No more loopholes for King Coal


By CARL POPE, TRIP Van NOPPEN and ERIC SCHAEFER

McClatchy-Tribune

The American Climate and Energy Security Act takes a big first step toward reining in both our addiction to fossil fuels, and the global warming pollution that is slowly cooking our planet. But the House bill, engineered by environmental champions Henry Waxman and Ed Markey, contains one big loophole that needs to be closed by the Senate.

Although coal-fired power plants account for roughly a third of U.S. carbon-dioxide emissions, the legislation gives them a free pass to continue business as usual — without making any serious reductions in heat-trapping carbon dioxide for 15 years or more.

The good news is that new coal plants permitted after Jan. 1, 2009, would be required to cut their emissions in half no later than 2025. But the bad news is very bad: the bill exempts the huge fleet of America’s oldest and dirtiest coal plants from any Clean Air Act requirement to control carbon-dioxide emissions. In the face of a warming world and a cooling economy, old dirty coal plants need to clean up or retire to make way for cleaner energy. Instead of encouraging investment in new industries and new plants that are subject to stringent standards, the bill leaves the door open for the expansion of old plants that are subject to no safeguards at all.

Repeating mistakes

By “grandfathering” existing coal-fired capacity, which accounts for half of U.S. electricity generation, the bill repeats the mistakes of the 1977 Clean Air Act — mistakes that we have been paying for in the form deadly air pollution ever since.

Three decades ago, Congress exempted older power plants from soot- and smog-causing air pollution limits that applied to newer plants on the assumption that the older plants would soon be retired. Instead, the industry took full advantage of this loophole to refurbish old plants and in some cases, to expand their capacity outright. Those changes were made without meeting the law’s cleanup requirements. As a result, our dependence on dirty, aging coal-fired power plants grew.

According to Department of Energy data, more than two thirds of the electricity generated from coal comes from plants built before 1980. Now is the time to build a job-creating clean energy infrastructure that can carry us safely into the future, and jumpstart the new green economy envisioned by President Obama.

Instead of assuring that the oldest, least efficient, and most polluting plants are phased out, Waxman-Markey leaves that up to the cap-and-trade system created by the bill. Yet that same system creates a great deal of flexibility for companies that would have to comply with the provisions — so much flexibility that it might fail to assure the creation of clean energy jobs here at home for 15 years or more. The importance of achieving both the economic and environmental goals of this program cannot be left to chance.

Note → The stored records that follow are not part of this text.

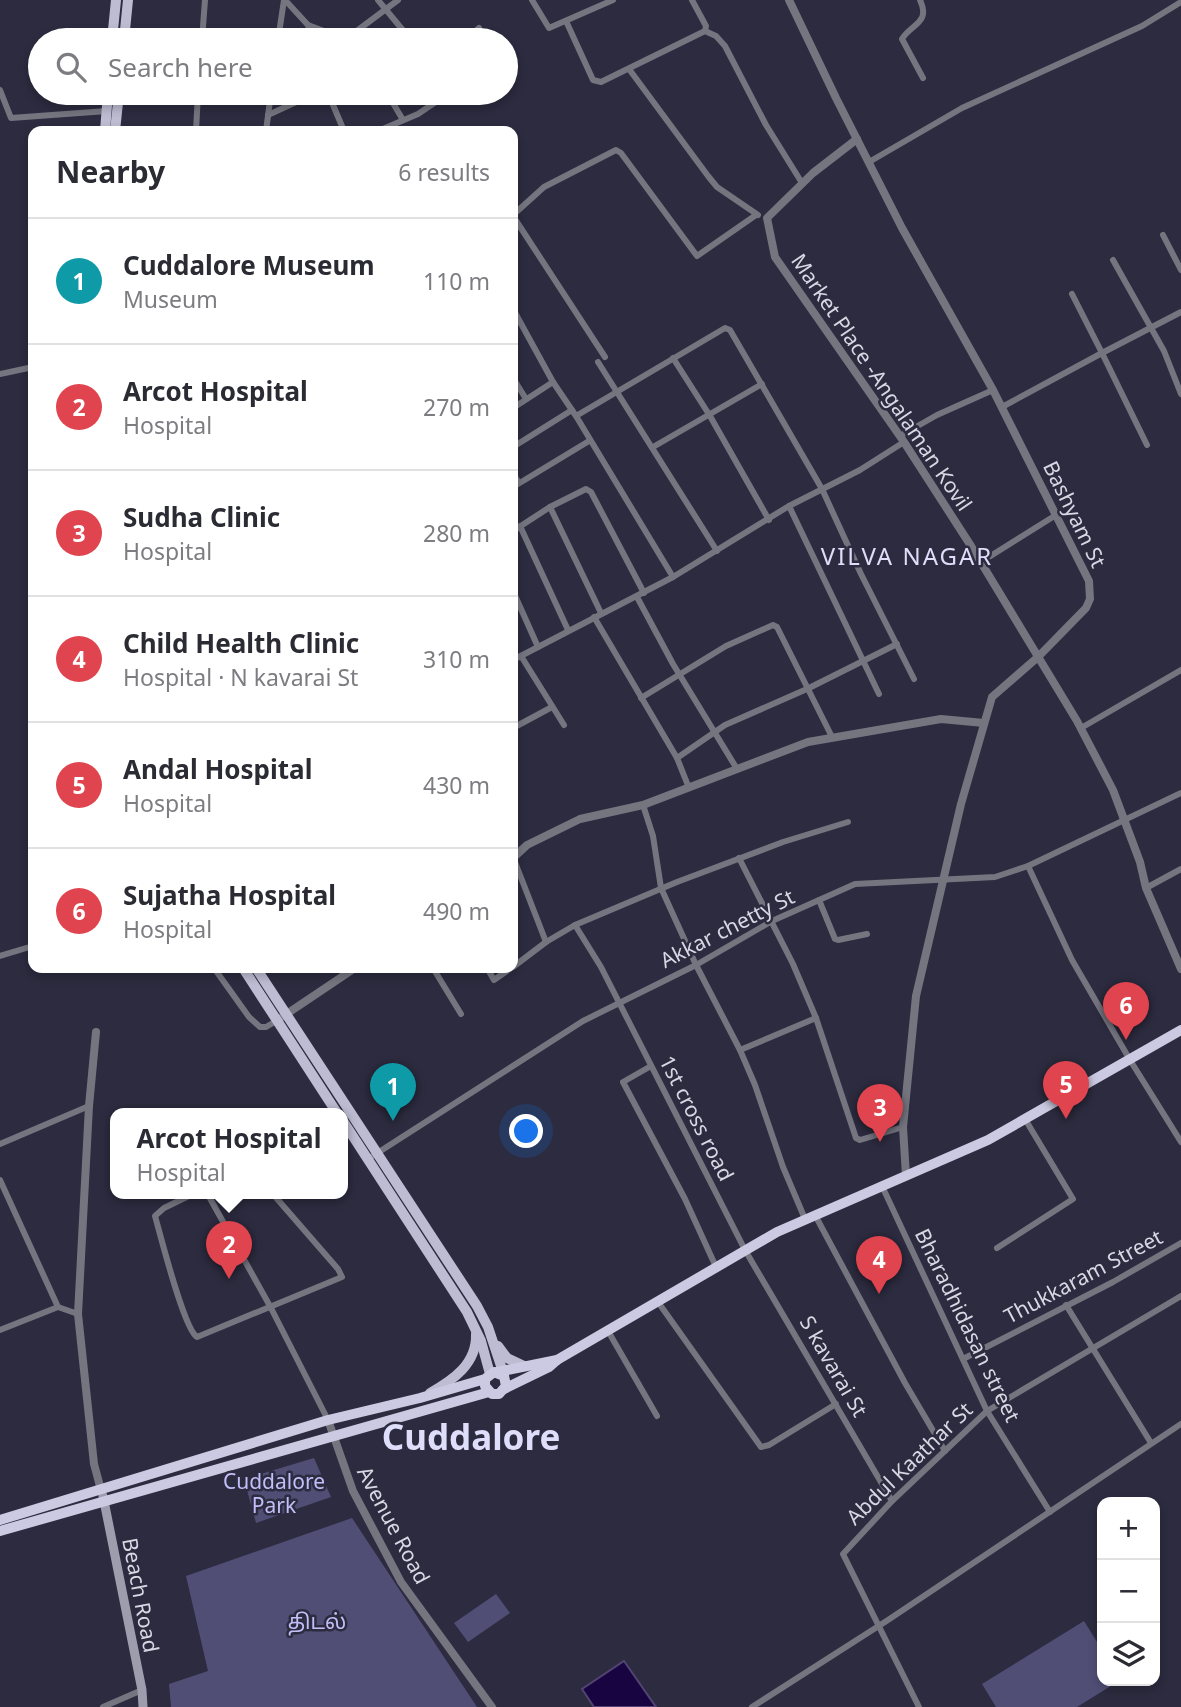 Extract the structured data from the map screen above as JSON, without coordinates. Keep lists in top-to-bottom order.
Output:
{
  "streets": {
    "main road": ["Beach Road"],
    "street": [
      "Market Place -Angalaman Kovil",
      "Bashyam St",
      "Akkar chetty St",
      "1st cross road",
      "Thukkaram Street",
      "Bharadhidasan street",
      "S kavarai St",
      "Abdul Kaathar St",
      "Avenue Road"
    ]
  },
  "crossings": [
    ["Market Place -Angalaman Kovil", "Bashyam St"],
    ["Market Place -Angalaman Kovil", "Akkar chetty St"],
    ["Bashyam St", "Akkar chetty St"],
    ["Akkar chetty St", "1st cross road"],
    ["1st cross road", "S kavarai St"],
    ["Thukkaram Street", "Bharadhidasan street"],
    ["Bharadhidasan street", "Abdul Kaathar St"],
    ["S kavarai St", "Abdul Kaathar St"]
  ],
  "districts": ["VILVA NAGAR", "Cuddalore"],
  "parks": ["Cuddalore Park", "திடல்"],
  "page": {
    "search": "Search here",
    "heading": ["Nearby", "6 results"],
    "list": [
      {
        "mark": "1",
        "name": "Cuddalore Museum",
        "note": "Museum",
        "value": "110 m"
      },
      {
        "mark": "2",
        "name": "Arcot Hospital",
        "note": "Hospital",
        "value": "270 m"
      },
      {
        "mark": "3",
        "name": "Sudha Clinic",
        "note": "Hospital",
        "value": "280 m"
      },
      {
        "mark": "4",
        "name": "Child Health Clinic",
        "note": "Hospital · N kavarai St",
        "value": "310 m"
      },
      {
        "mark": "5",
        "name": "Andal Hospital",
        "note": "Hospital",
        "value": "430 m"
      },
      {
        "mark": "6",
        "name": "Sujatha Hospital",
        "note": "Hospital",
        "value": "490 m"
      }
    ],
    "pins": [
      "6",
      "5",
      "1",
      "3",
      "2",
      "4"
    ],
    "popup": ["Arcot Hospital", "Hospital"],
    "map_buttons": ["+", "−"]
  }
} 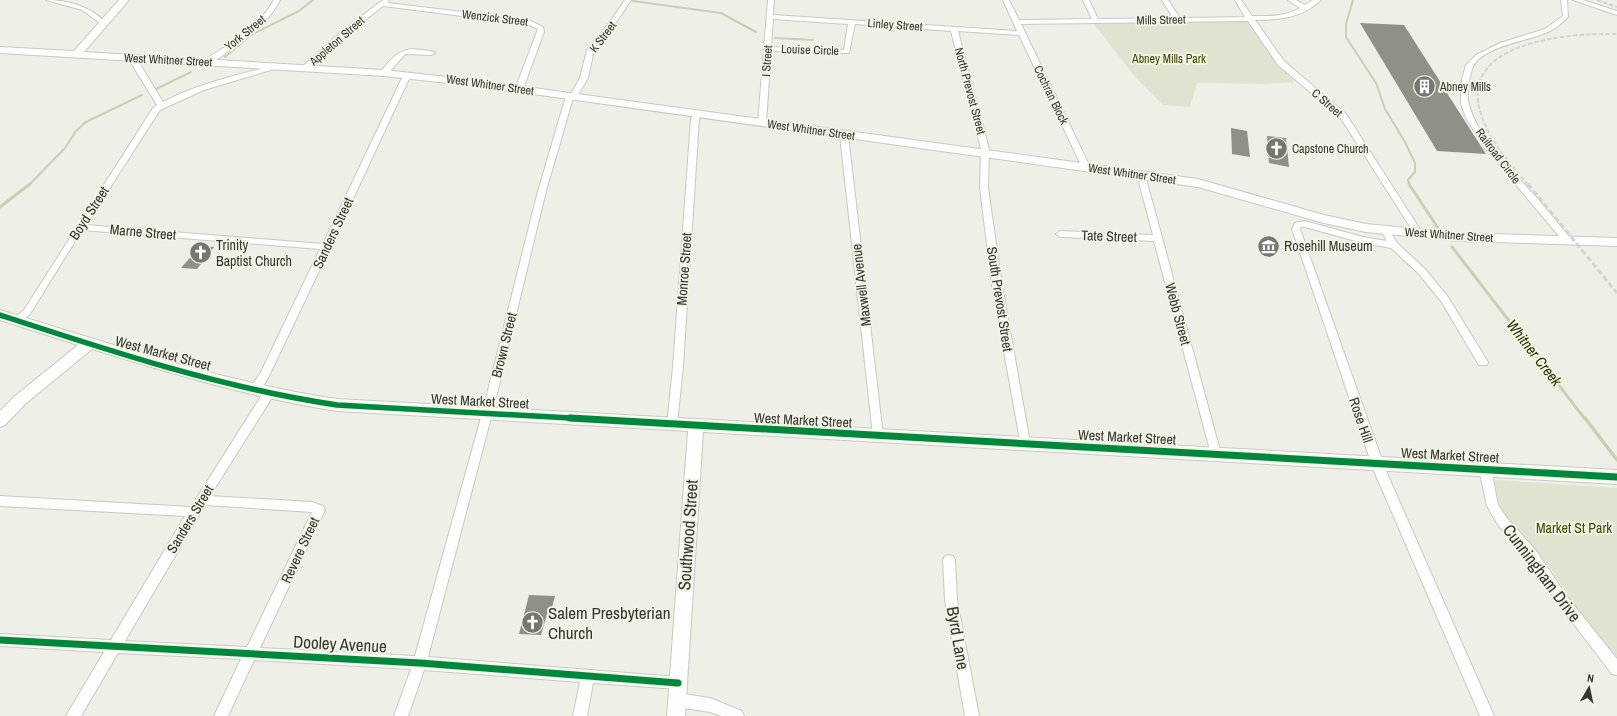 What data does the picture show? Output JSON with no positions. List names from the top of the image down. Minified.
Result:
{"streets":{"main road":["West Whitner Street","West Market Street","Southwood Street"],"street":["Wenzick Street","Mills Street","Linley Street","York Street","K Street","Appleton Street","Louise Circle","I Street","North Prevost Street","Cochran Block","C Street","Railroad Circle","Boyd Street","Marne Street","Sanders Street","Tate Street","Monroe Street","Maxwell Avenue","South Prevost Street","Webb Street","Brown Street","Rose Hill","Revere Street","Cunningham Drive","Byrd Lane","Dooley Avenue"]},"crossings":[["Wenzick Street","Appleton Street"],["Wenzick Street","West Whitner Street"],["Mills Street","Cochran Block"],["Mills Street","C Street"],["Linley Street","Louise Circle"],["Linley Street","I Street"],["Linley Street","North Prevost Street"],["Linley Street","Cochran Block"],["York Street","West Whitner Street"],["K Street","West Whitner Street"],["K Street","Brown Street"],["Appleton Street","West Whitner Street"],["Louise Circle","I Street"],["West Whitner Street","I Street"],["West Whitner Street","North Prevost Street"],["West Whitner Street","Cochran Block"],["West Whitner Street","C Street"],["West Whitner Street","Railroad Circle"],["West Whitner Street","Boyd Street"],["West Whitner Street","Sanders Street"],["West Whitner Street","Monroe Street"],["West Whitner Street","Maxwell Avenue"],["West Whitner Street","South Prevost Street"],["West Whitner Street","Webb Street"],["West Whitner Street","Brown Street"],["North Prevost Street","South Prevost Street"],["Boyd Street","Marne Street"],["Boyd Street","West Market Street"],["Marne Street","Sanders Street"],["Sanders Street","West Market Street"],["Sanders Street","Revere Street"],["Sanders Street","Dooley Avenue"],["Tate Street","Webb Street"],["Monroe Street","West Market Street"],["Maxwell Avenue","West Market Street"],["South Prevost Street","West Market Street"],["Webb Street","West Market Street"],["Brown Street","West Market Street"],["Brown Street","Dooley Avenue"],["West Market Street","Rose Hill"],["West Market Street","Southwood Street"],["West Market Street","Cunningham Drive"],["Southwood Street","Dooley Avenue"],["Revere Street","Dooley Avenue"]],"water":["Whitner Creek"],"parks":["Abney Mills Park","Market St Park"],"places":{"building":["Abney Mills"],"church":["Capstone Church","Trinity Baptist Church","Salem Presbyterian Church"],"museum":["Rosehill Museum"]},"north":"top"}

To be fair, the Waxman-Markey bill includes other requirements that could help put a dent in carbon emissions from the coal sector by, for example, mandating greater use of renewable sources of electricity. But if that’s the likely outcome, why give the coal industry the right to emit so much for so long after this bill takes effect?

The tilt toward coal in the House bill means that other sectors ... will have to do the bulk of what is necessary to meet the bill’s target of an economy-wide 17 percent reduction in all greenhouse gas emissions by 2020.

Cutting emissions

How can the Senate and the White House fix this problem before a bill gets to President Obama? The cap-and-trade approach can help cut emissions, but only if the oldest and dirtiest coal-fired power plants do their part. That could be accomplished by phasing in requirements that put the oldest, dirtiest plants on a definite schedule to meet emission standards through either retrofitting or retirement. Old power plants that boost their capacity or expand in a way that increases greenhouse gas emissions should also have to meet the standards that apply to new plants.

These amendments would create an incentive for industry to use cleaner technologies instead of continuing to lean on the dirty dinosaurs that generate too much of our electricity today.

X Pope is executive director of the Sierra Club, Van Noppen is president of Earthjustice, and Schaeffer is director of the Environmental Integrity Project. Distributed by McClatchy-Tribune Information Services.